Brief ::
Although the data below contains pictures, please reproduce only its words, exactly.

Given information ::
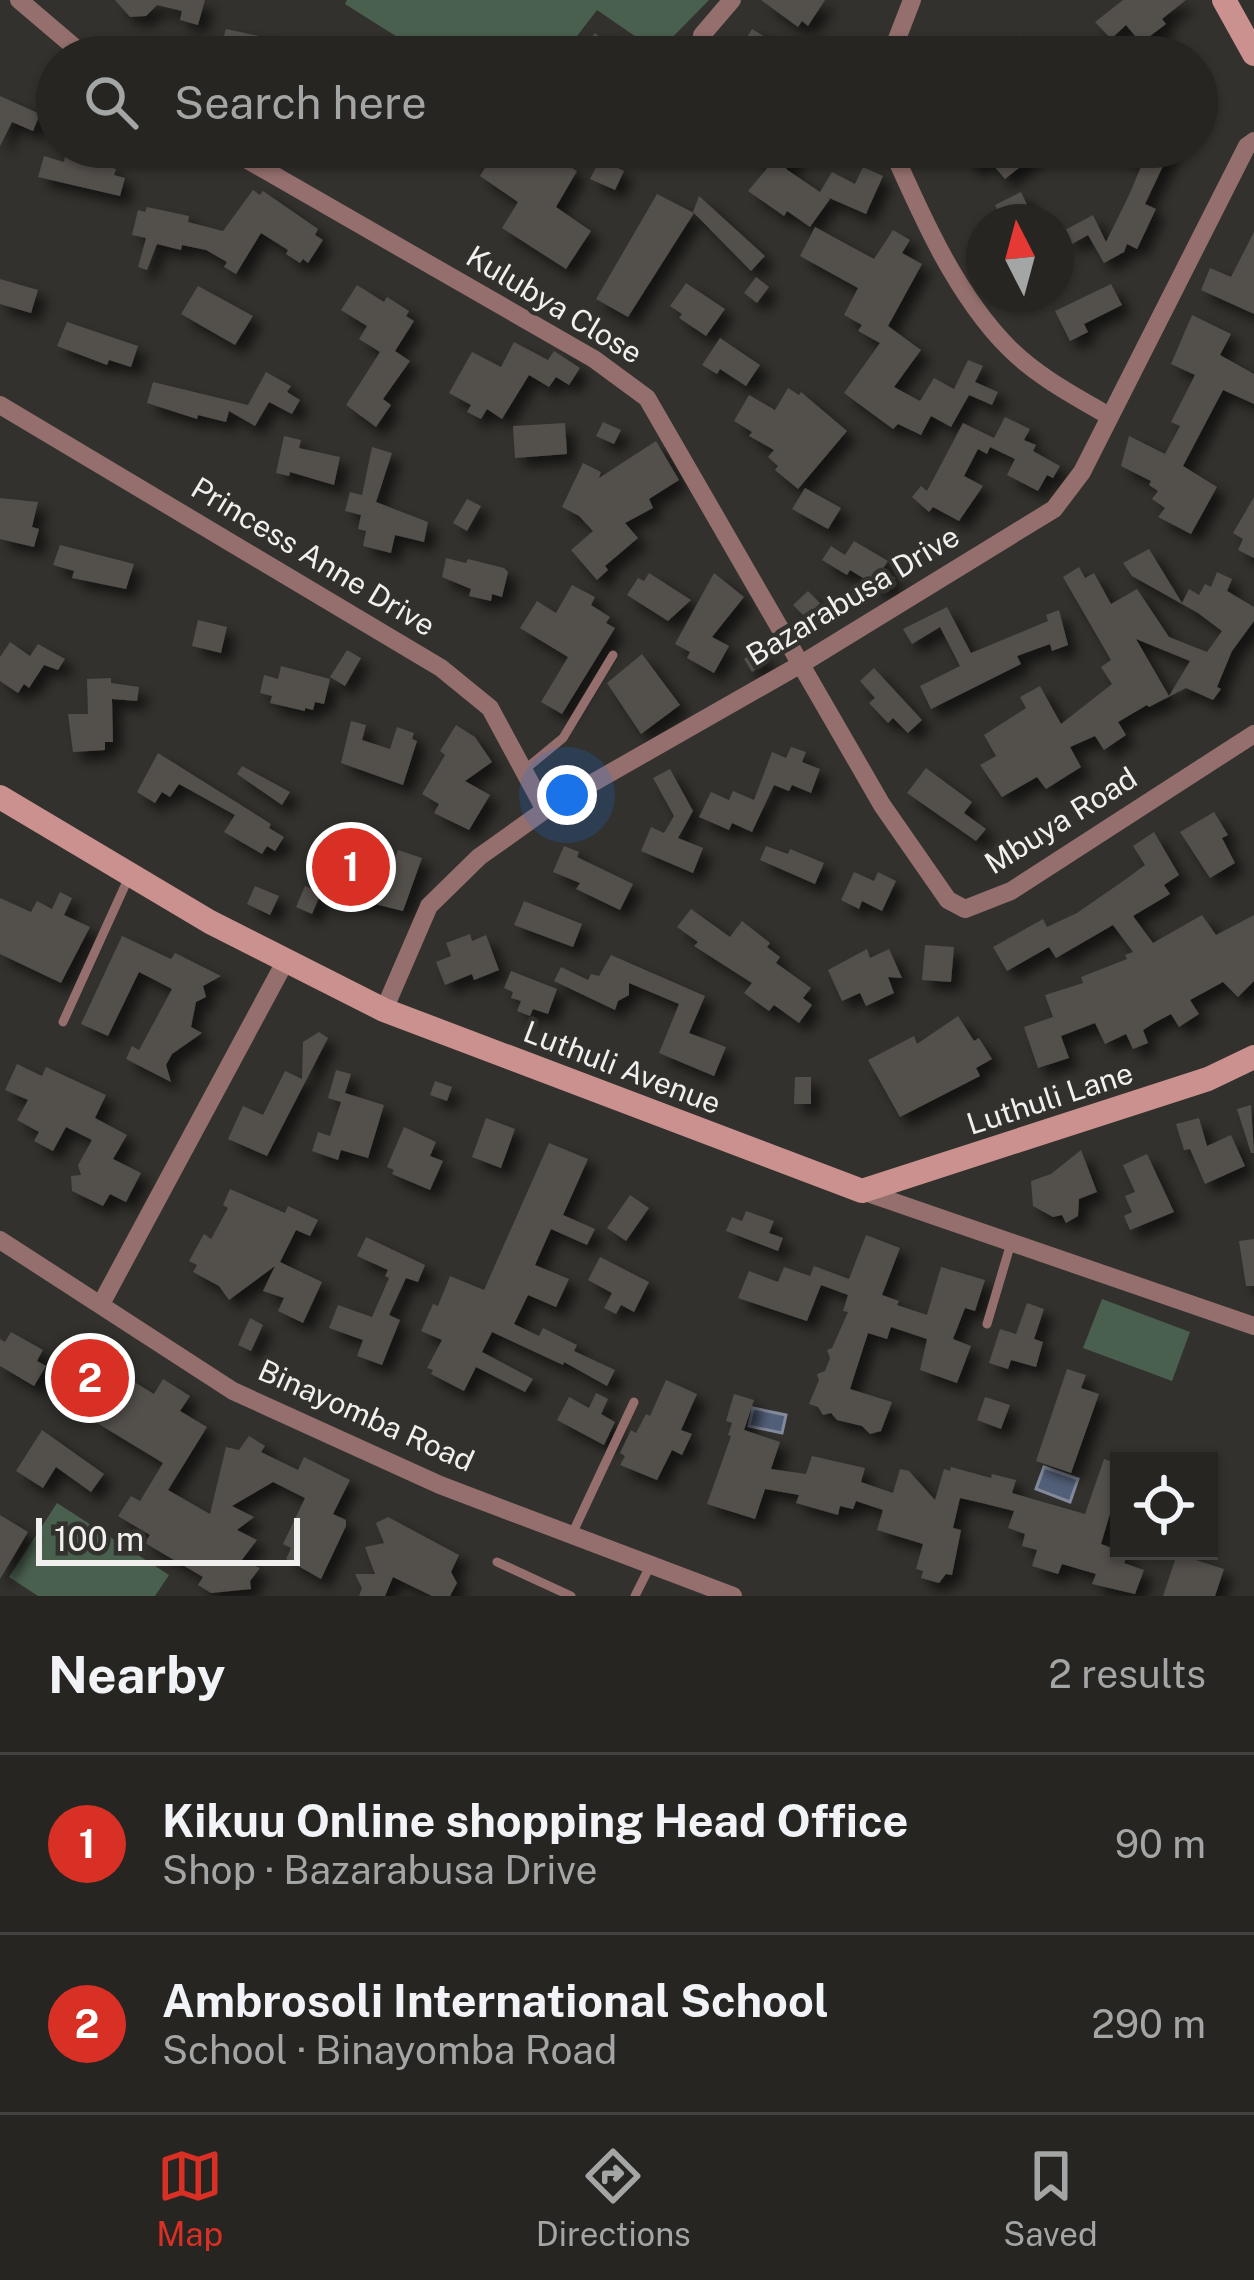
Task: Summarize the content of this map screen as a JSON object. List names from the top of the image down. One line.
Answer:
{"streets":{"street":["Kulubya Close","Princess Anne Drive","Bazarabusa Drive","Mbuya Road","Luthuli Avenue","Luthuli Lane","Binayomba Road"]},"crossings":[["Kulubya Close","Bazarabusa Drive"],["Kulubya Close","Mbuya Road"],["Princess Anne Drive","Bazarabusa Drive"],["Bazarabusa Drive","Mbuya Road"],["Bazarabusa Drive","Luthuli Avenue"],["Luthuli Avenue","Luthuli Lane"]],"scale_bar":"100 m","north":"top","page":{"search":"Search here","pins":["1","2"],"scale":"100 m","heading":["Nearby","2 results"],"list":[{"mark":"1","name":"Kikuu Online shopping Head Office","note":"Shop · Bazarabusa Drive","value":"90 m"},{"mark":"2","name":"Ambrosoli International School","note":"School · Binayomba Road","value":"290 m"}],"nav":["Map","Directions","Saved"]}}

Answer below ::
Task: Summarize the content of this map screen as a JSON object. List names from the top of the image down. One line.
Answer:
{"streets":{"street":["Kulubya Close","Princess Anne Drive","Bazarabusa Drive","Mbuya Road","Luthuli Avenue","Luthuli Lane","Binayomba Road"]},"crossings":[["Kulubya Close","Bazarabusa Drive"],["Kulubya Close","Mbuya Road"],["Princess Anne Drive","Bazarabusa Drive"],["Bazarabusa Drive","Mbuya Road"],["Bazarabusa Drive","Luthuli Avenue"],["Luthuli Avenue","Luthuli Lane"]],"scale_bar":"100 m","north":"top","page":{"search":"Search here","pins":["1","2"],"scale":"100 m","heading":["Nearby","2 results"],"list":[{"mark":"1","name":"Kikuu Online shopping Head Office","note":"Shop · Bazarabusa Drive","value":"90 m"},{"mark":"2","name":"Ambrosoli International School","note":"School · Binayomba Road","value":"290 m"}],"nav":["Map","Directions","Saved"]}}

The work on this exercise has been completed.